La revelación de la tumba
Augusto fue, durante algunos años, uno de
los inconformes de Puerto Plata. Nada encontraba bueno. Topografía,
construcciones, costumbres, mujeres, hombres… todo le parecía detestable.
Cuando le hablaban de longanizas hacía un gesto de asco y comenzaba a elogiar
el salchichón de Bolonia o el pate foie
gras de Estrasburgo. Si de modas, decía que las nuestras eran un injerto de
Francia en el Congo. De hombres, que no le hablara nadie; y de mujeres, se
podía dar por muy bien servido aquel a quien él no le interrumpiera exclamando
que eran unas insulsas y que no aplaudía otra mujer que la francesa.
Pero la fuerza
del ambiente es irresistible. Poco a poco va penetrándonos y al fin nos satura
por completo. Augusto fue aplatándose
y, aunque no transigió en todo, concluyó con convenir en una verdad
indiscutible: que entre las mujeres de mi tierra hay salerosísimas y dignas
hasta del Zar de todas las Rusias.
Y de llegar ahí
a enamorarse fue muy corta la distancia. En una barbacoa vio bailar un zapateo
de Anita, y la maestría de la doncella en imitar a los campesinos fue tan
donosa, tan interesante que Augusto quedó rendido, presentó su candidatura, fue
aceptado al cabo de meses, y un año después entregaba su albedrío y su libertad
a la encantadora damita, en las gradas del altar.
La vida del
nuevo hogar fue un idilio enterizo, sin más solución de continuidad que leves y
pasajeros nublados.
Augusto a veces
profería acusaciones en las cuales no creía:
―¿Ves? ―le decía
a Anita―. Yo creo en tu fidelidad material, pero no estoy confiado en la
intelectual.
―¿Cómo? ―preguntaba
Anita sorprendida.
―Muy
sencillamente.

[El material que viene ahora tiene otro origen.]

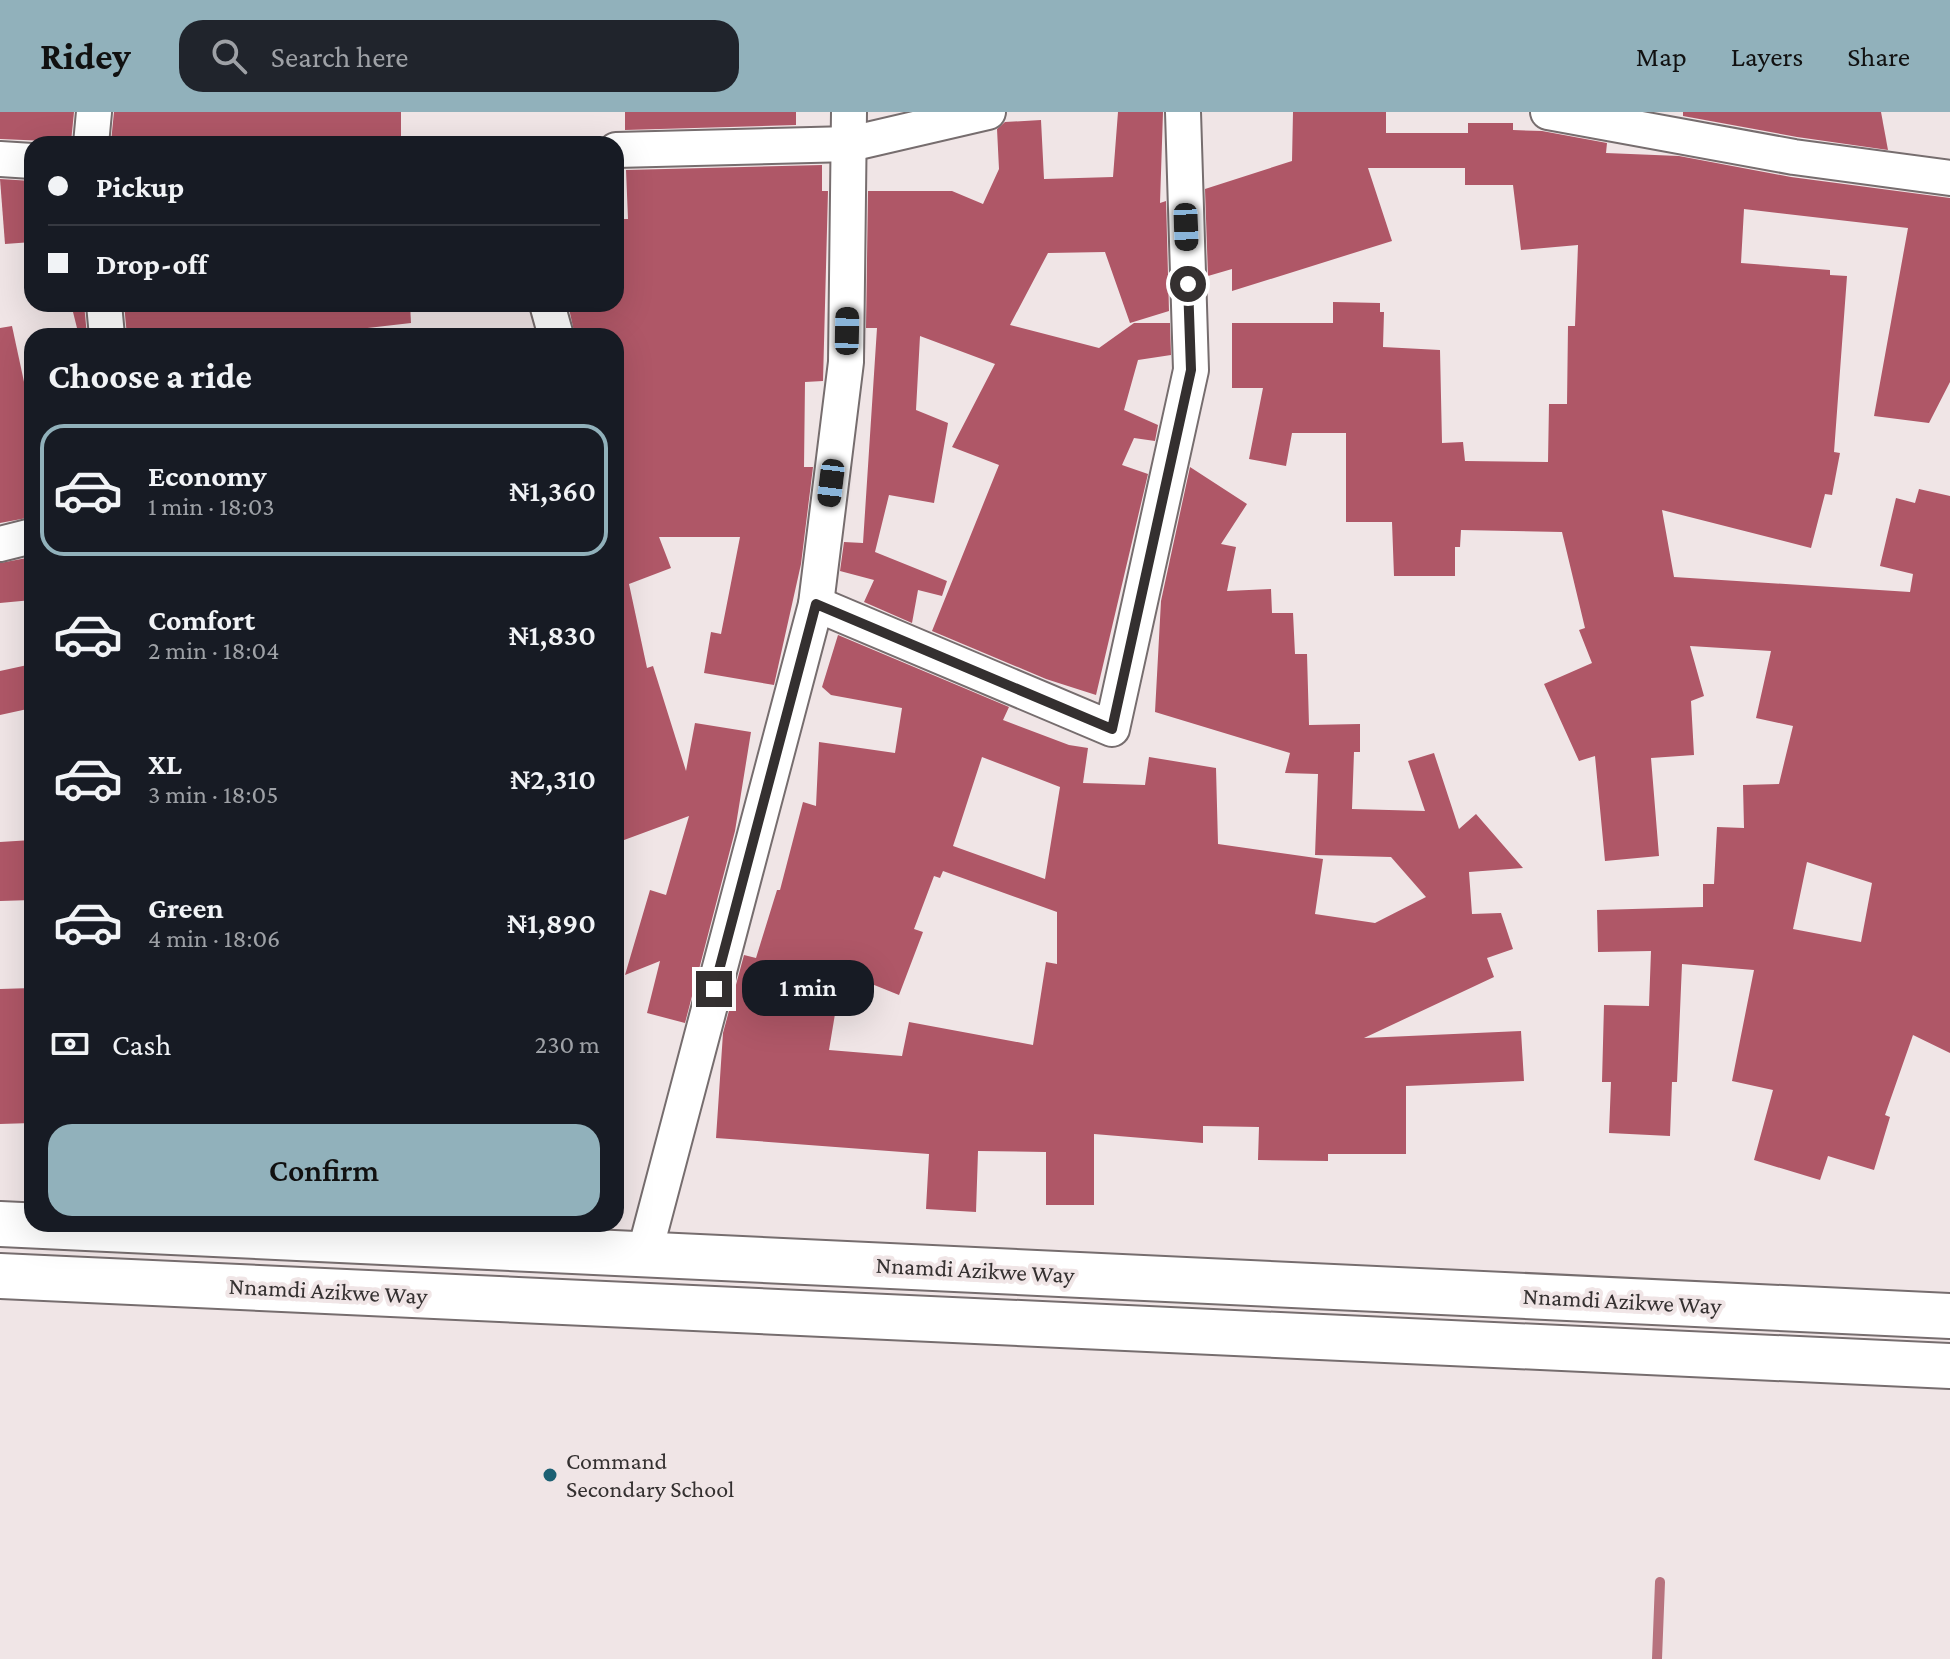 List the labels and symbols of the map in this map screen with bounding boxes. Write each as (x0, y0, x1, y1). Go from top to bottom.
car (1173, 203, 1199, 251)
route start (1170, 266, 1206, 302)
car (835, 307, 859, 355)
car (816, 458, 846, 508)
callout: 1 min (742, 961, 874, 1017)
route end (696, 971, 732, 1007)
street label: Nnamdi Azikwe Way (875, 1251, 1076, 1288)
street label: Nnamdi Azikwe Way (228, 1272, 429, 1309)
street label: Nnamdi Azikwe Way (1522, 1282, 1723, 1319)
place label: Command Secondary School (566, 1447, 734, 1502)
marker: Command Secondary School (541, 1466, 559, 1484)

Tú no tendrás un amante, pero cuántas veces no me habrás
comparado con otro y encontrándole mejor que yo habrás lamentado no ser su
esposa...
―¡Jesús! Qué
cosas se te ocurren para mortificarme; porque esa es una ofensa que me haces ―ahí
paraba la cuestión y generalmente daba a Augusto todas las satisfacciones que
le exigía su consorte.
Una vez tuvieron
un pleitecito algo más serio, la flor favorita de Augusto era el heliotropo y
gustaba que Anita la usara en el peinado. De pronto ella abandonó, con veleidad
femenina, la modesta flor y dio la preferencia a la gardenia.
Al fin la
increpó Augusto, con la violencia injusta del celoso:
―¿Por qué no
usas ya los heliotropos que te traigo, y pretendes ese escándalo de nieve en la
noche oscura de tu cabellera? Eso no es elegante y algún misterio encierra.
―Caviloso ―le
replicó ella―, ¿no ves que el heliotropo, aunque recomendable por su modesto
color y su opulento aroma, se marchita muy pronto? Préndomelo al cabello y al
poco rato parece una ramita seca.
Al cabo de dos
años enfermó Anita, agravó y murió.
No es para
contada la aflicción de Augusto. Temían sus amigos que la pena lo matara. Cuando
el dolor si no menos intenso, se domesticó un poco, contrajo la piadosa
costumbre visitar la tumba de Anita, sobre la cual hizo erigir un magnífico
mausoleo.
Cada vez que la
visitaba, llevábale un ramo de heliotropo y lo depositaba en el monumento como homenaje
de amor tierno y perseverante, contra el cual eran imponentes la eterna
ausencia y las tentaciones del mundo.
Un día de
difuntos, en la tarde fue, como de costumbre, con su ramo, y encontró sobre la
tumba un ramillete de gardenias.
Una horrible sospecha,
informe, vaga; pero demoledora para el ídolo de su corazón, le cruzó por la
mente. Perdida casi la razón regresó al hogar y resolvió ponerse al acecho.
Al día siguiente
fue al cementerio y se ocultó detrás de una tumba vecina a la de su mujer y
desde ahí espió, con el dolor retratado en el semblante, la huesa de su
compañera.
Al fin, como a
las tres de la tarde, vio a su amigo Alberto que, con un ramillete de gardenias
en la diestra se acercaba a la tumba.
El corazón le
latía con más precipitación que antes. Todo el pasado, con una lumbre que
diafanaba los misterios, acudió a su pensamiento. Recordó que cuando Anita
empezó a preferir la gardenia a las otras flores Alberto era asiduo visitante
de la casa; que en la morada del pérfido amigo el jardín era de gardenias; que
cuando murió Anita, aunque Alberto descuidó mucho la amistad de él, se hizo
notar la aflicción que le dominaba.
No le quedó
duda. Aquel pérfido, aquel infiel a quien había llorado no era a la amiga, sino
a la querida.
Y cuando Alberto
depositó en la tumba las gardenias sintió una terrible palmada en el hombro, al
tiempo que una voz estentórea le gritaba:
―Las tumbas
hablan, ¡miserable!
José Ramón López
(Dominicano)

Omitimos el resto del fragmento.